Task directions -
Looking through the listing that follows, count the lines that contain "played" and give only that number.

──────

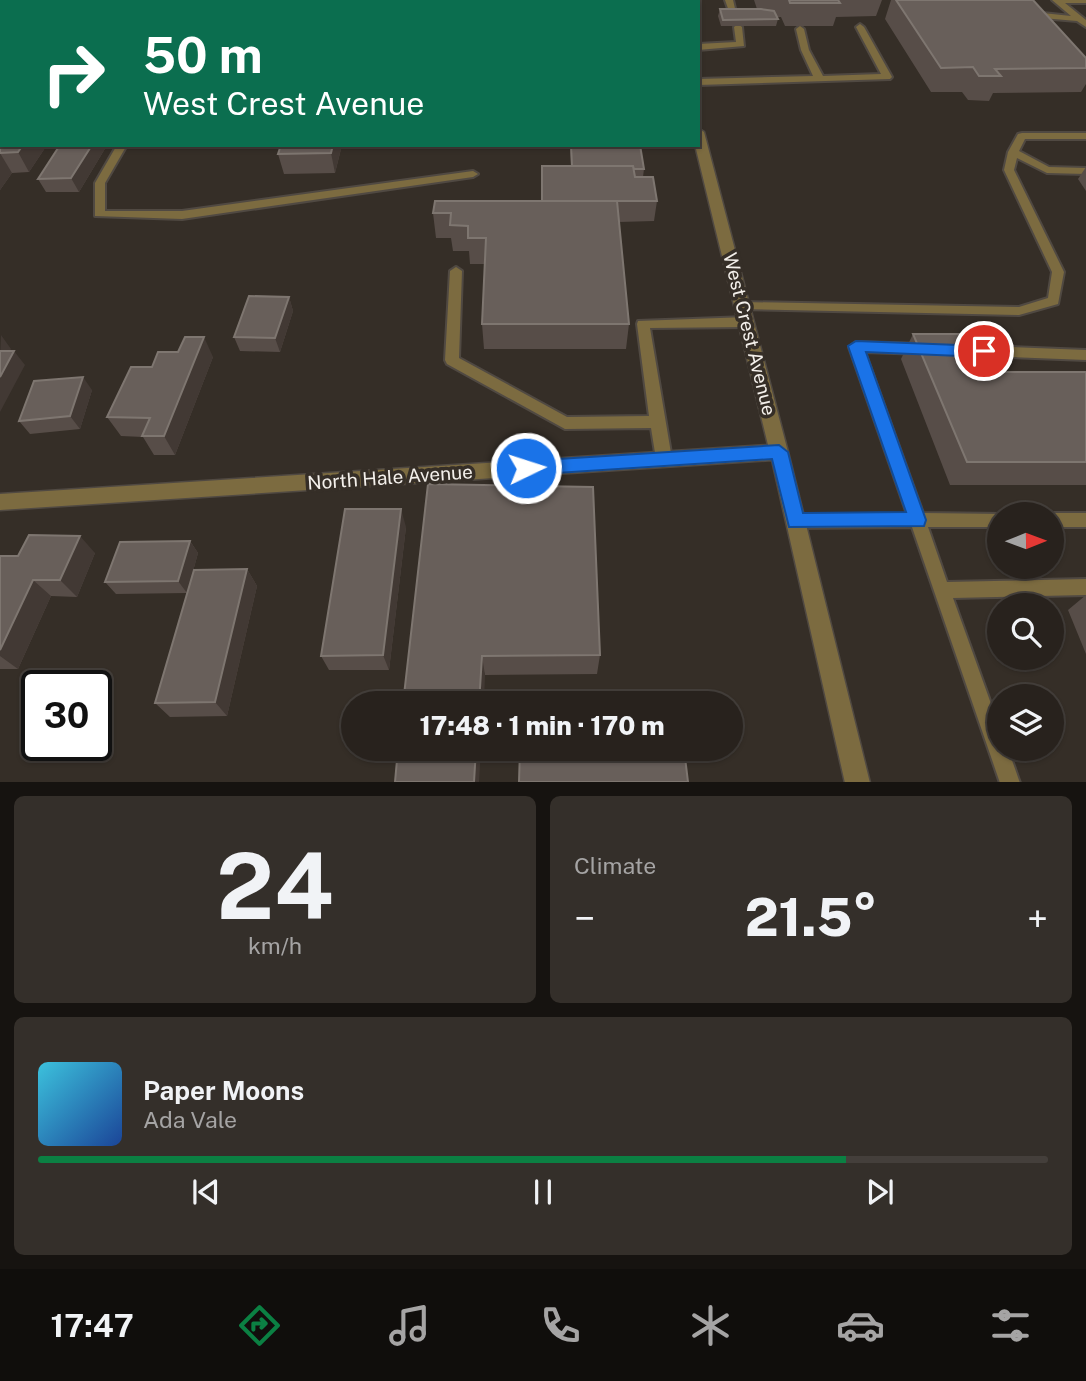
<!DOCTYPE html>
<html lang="en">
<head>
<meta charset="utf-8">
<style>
	body { margin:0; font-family:"Public Sans",sans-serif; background:#342f2a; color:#f1f3f6; height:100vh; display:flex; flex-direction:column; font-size:26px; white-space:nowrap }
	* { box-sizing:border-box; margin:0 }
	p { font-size:23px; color:#a5a4a4 }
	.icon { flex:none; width:38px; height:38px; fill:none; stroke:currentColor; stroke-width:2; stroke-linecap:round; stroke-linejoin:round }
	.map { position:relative; height:782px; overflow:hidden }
	.details { display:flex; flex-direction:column; gap:14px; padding:14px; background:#161310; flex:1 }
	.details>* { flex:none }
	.hud { position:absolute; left:0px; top:0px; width:700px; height:147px; box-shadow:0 2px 5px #0004,0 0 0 2px #443f3b; background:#0b6e4f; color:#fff; overflow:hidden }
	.needle { width:46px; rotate:89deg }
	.fabs { position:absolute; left:987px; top:502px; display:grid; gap:14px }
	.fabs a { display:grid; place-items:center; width:77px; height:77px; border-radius:50%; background:#28221d; box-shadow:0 2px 5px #0004,0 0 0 2px #443f3b; font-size:35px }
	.speed { position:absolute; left:21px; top:670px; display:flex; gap:14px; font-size:35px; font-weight:700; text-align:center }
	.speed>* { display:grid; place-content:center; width:91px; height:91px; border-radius:50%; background:#28221d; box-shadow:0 2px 5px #0004,0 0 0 2px #443f3b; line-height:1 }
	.speed .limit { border:4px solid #111; border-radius:10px; background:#fff; color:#111 }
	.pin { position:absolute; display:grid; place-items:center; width:60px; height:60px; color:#fff; margin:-30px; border:4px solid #fff; border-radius:50%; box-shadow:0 2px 7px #0007 }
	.me { position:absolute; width:77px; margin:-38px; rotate:86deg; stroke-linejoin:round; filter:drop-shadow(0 0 5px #0008) }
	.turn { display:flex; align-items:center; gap:24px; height:147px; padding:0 28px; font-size:32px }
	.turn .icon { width:91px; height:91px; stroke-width:2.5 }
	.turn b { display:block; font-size:49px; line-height:60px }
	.big { font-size:52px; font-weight:800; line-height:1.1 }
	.details .widget { flex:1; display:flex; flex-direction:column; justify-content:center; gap:10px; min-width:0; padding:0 24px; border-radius:10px; background:#342f2a }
	.details .dial { align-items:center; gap:0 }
	.dial b { font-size:91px; line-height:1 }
	.song { display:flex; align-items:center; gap:21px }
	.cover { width:84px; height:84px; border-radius:10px; background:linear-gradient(135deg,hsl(190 70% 55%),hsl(220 70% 35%)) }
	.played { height:7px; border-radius:4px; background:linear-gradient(90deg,#0b8043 80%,#443f3b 80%) }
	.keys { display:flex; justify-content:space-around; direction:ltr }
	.heat { display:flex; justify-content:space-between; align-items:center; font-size:38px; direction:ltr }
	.details .tiles { flex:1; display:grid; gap:14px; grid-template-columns:1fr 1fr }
	.widget:last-child { grid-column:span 2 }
	.trip { position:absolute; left:341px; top:691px; width:402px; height:70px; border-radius:35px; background:#28221d; box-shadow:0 2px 5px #0004,0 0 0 2px #443f3b; font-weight:800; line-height:70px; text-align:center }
	.tab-bar { display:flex; height:112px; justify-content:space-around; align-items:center; background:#100e0c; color:#a5a4a4 }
	.tab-bar .icon { width:49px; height:49px }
	.tab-bar .current { color:#0b8043 }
	.tab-bar b { font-size:32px; color:#f1f3f6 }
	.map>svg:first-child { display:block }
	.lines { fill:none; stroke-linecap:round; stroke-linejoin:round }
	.service-casing { stroke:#504942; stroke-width:4 }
	.minor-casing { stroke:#504942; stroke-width:3 }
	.service { fill:#7c6b40; fill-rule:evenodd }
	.minor { fill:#7c6b40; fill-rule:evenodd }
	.wall { fill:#574d48 }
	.shaded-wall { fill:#423934 }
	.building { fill:#685f5a; stroke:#7e7670; stroke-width:2 }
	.route { fill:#1a73e8; stroke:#114b97; stroke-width:2 }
	.labels { text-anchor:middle; stroke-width:7; stroke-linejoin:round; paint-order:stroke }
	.street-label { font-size:19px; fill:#f4f0eb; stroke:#352e27 }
</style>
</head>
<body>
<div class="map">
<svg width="1086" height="783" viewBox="0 0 1086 783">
	<rect width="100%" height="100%" fill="#352e27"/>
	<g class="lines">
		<!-- service casing -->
		<g class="service-casing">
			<path id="service" d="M725,0H733L737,17H731Z
				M1052,0H1086V3H1065L1086,20V27L1077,21L1030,17L1029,15L1033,12L1071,16Z
				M738,24L742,27L744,46L698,50V44L736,42L734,27Z
				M860,24L864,27L892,77L890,79L698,85V79L813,76L801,50L796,29L800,26L804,29L809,50L823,76L881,74L856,27Z
				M1022,133H1086V139H1025L1019,151L1049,167L1086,168V174L1047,173L1017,158L1014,170L1064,272L1058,304L1019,315L738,309L737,306L743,302L1019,307L1048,298L1052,272L1004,170L1008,152L1018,134Z
				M117,145H127L105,183V211H182L473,171L478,174L473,177L182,219L95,216V183Z
				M456,267L462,271L459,358L567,417L649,416L637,324L638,321L747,317L753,322L747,327L650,328L672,459L669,463L664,465L659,463L656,459L651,428L565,429L447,364L445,360L450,271Z
				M856,342L924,344L931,349L924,354L865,352L923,513L1003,514H999V527H928L947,582L1086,579V595L953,598L999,726V749H1008L1020,783H1000L912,527L795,528L789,526L787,521L789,516L795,514H907L849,347Z
				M958,345L1086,350V360L958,355L951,350Z
				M1052,513H1086V527H1052V514H1048Z"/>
		</g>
		<!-- minor casing -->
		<g class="minor-casing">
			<path id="minor" d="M661,0H671V2H661Z
				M0,98H2V106H0Z
				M698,128L704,132L788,452L870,783H845L772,460L0,510V494L768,445L695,145H698Z"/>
		</g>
		<!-- service -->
		<use href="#service" class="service"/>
		<!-- minor -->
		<use href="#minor" class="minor"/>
	</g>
	<!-- wall -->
	<path class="wall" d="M0,0H170L169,2H2V12H0Z
		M179,0H402V2H180Z
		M754,0H882L876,16L836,17L833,26H785L781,17H777L778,19L776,26H721L718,16L720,9H757Z
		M891,0H1033L1086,58V84L1081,92L993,93L989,101L968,100L962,92H931L885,19Z
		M0,19H2V88H0Z
		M0,124L2,145H47L29,172L12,173L0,190Z
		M60,145H105L106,147L79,192H46L38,179Z
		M342,145L335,173L284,174L278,154Z
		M570,145L644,169L643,177L657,201L654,221L619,222L629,324L626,349H484L482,324L485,264H470L469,251H453L451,238H436L433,213L542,201L571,166Z
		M1086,167V191L1078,179Z
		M289,297L293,311L280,352L240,351L234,337Z
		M913,334L985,372H1086V485H950L901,359Z
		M213,357L175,455H154L143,437L121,436L107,417L152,367Z
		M92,390L80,429L30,434L19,421Z
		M428,484L600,655L597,674L485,675Z
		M406,527L389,670H329L321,656Z
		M190,541L198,553L187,593L116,594L105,582Z
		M95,553L77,597L51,596L18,669H0V556H18Z
		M247,569L257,586L227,716L170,717L155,703Z
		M1086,595V654L1068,610Z"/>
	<!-- shaded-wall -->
	<path class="shaded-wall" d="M23,145H47L29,172L18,152Z
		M92,145H105L106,147L79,192L71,178Z
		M333,145H342L335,173L331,153Z
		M0,153L12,173L0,190Z
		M289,297L293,311L280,352L275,338Z
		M1,335L11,349L3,365L0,362Z
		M204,337L213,357L175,455L164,436Z
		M14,351L25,365L0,412V377Z
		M83,377L92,390L80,429L70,416Z
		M401,509L406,527L389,670L383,655Z
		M80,536L95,553L77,597L60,580Z
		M190,541L198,553L187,593L178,581Z
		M247,569L257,586L227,716L215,702Z
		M33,580L51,596L18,669L0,656V650Z
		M482,656L485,675L484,704H479Z
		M476,749H481L479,782H474Z"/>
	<!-- building -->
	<path class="building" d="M27,0H108L107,2H26Z
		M196,0H217L216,2H195Z
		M261,0H354L353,2H260Z
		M406,0H512V2H406Z
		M516,0H564V2H516Z
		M584,0H632V2H584Z
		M789,0H838L840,3H790Z
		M896,0H1033L1086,58V68L995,69L1001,76H979L973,67L941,68Z
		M720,9H761L774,11L778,19L723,20Z
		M0,19H2V41H0Z
		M0,50H2V75H0Z
		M0,124H2V145H23L18,152L0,153Z
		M60,145H92L71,178L38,179Z
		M281,145H333L331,153L278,154Z
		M571,145H640L644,169H634L633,166H572Z
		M542,166H633L635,177H653L657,201H542Z
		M435,201H617L629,324H482L486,238H468V226L450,225L451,213H433Z
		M249,296L289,297L275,338L234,337Z
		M913,334H967L985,372H1086V462H967Z
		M185,337H204L164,436H142L150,418L107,417L131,367H152L158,352H178Z
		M0,351H14L0,377Z
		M83,377L70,416L19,421L34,381Z
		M428,484L593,487L600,655L482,656L479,704H403Z
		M345,509H401L383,655L321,656Z
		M29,535L80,536L60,580H33L0,650V556H18Z
		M190,541L178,581L105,582L120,542Z
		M247,569L215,702L155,703L194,570Z
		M398,749H476L474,782H395Z
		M520,749H684L688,782H519Z"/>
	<!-- route -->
	<path class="route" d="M856,341L984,346L991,351L984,357L866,352L926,520L924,526L789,527L772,459L526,475L517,468L526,461L779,445L788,452L803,513L906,512L848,346Z"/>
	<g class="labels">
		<!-- street labels -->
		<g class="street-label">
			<text transform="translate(750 334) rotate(76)" y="7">West Crest Avenue</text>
			<text transform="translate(390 477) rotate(-4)" y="7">North Hale Avenue</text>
		</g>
	</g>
</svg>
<div class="fabs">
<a><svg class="needle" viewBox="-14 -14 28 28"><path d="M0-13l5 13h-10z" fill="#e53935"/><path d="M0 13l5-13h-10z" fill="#a5a4a4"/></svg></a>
<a><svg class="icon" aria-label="search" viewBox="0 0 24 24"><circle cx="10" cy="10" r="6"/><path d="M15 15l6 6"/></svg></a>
<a><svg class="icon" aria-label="layers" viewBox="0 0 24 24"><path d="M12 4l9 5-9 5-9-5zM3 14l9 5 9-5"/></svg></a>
</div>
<div class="speed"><div class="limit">30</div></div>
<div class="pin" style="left:984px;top:351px;background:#d93025"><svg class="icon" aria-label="arrive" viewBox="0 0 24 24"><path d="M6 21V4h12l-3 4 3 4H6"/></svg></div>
<svg class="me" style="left:526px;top:468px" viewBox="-20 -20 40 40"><circle r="17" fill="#1a73e8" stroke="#fff" stroke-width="3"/><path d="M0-11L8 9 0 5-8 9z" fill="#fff"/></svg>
<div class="trip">17:48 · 1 min · 170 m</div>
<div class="hud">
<div class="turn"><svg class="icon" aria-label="right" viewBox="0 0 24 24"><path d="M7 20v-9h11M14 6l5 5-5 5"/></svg><div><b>50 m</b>West Crest Avenue</div></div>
</div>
</div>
<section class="details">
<div class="tiles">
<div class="widget dial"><b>24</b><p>km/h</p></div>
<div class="widget"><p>Climate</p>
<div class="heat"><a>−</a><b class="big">21.5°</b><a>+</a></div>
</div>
<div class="widget">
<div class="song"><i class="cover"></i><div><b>Paper Moons</b><p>Ada Vale</p></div></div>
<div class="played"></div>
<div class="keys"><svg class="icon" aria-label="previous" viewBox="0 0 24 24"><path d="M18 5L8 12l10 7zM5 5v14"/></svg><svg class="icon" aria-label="pause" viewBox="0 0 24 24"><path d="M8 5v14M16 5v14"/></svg><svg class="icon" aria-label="next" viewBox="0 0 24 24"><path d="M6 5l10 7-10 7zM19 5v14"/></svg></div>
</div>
</div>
</section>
<nav class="tab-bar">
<b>17:47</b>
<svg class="icon current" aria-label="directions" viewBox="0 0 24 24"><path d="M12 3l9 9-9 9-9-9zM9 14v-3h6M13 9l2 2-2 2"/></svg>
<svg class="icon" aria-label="music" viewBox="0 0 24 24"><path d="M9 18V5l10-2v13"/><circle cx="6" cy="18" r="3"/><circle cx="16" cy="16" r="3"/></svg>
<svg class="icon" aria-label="phone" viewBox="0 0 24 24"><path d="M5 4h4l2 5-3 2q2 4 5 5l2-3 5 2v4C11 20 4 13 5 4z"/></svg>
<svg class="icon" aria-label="climate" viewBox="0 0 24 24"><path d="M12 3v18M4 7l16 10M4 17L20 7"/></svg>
<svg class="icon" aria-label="car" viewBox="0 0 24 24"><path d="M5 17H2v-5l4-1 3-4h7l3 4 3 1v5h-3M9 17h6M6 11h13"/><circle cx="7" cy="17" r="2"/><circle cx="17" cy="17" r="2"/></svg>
<svg class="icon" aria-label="filters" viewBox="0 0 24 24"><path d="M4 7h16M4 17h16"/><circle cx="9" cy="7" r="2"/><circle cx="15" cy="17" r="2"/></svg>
</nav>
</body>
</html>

──────

Task answer -
2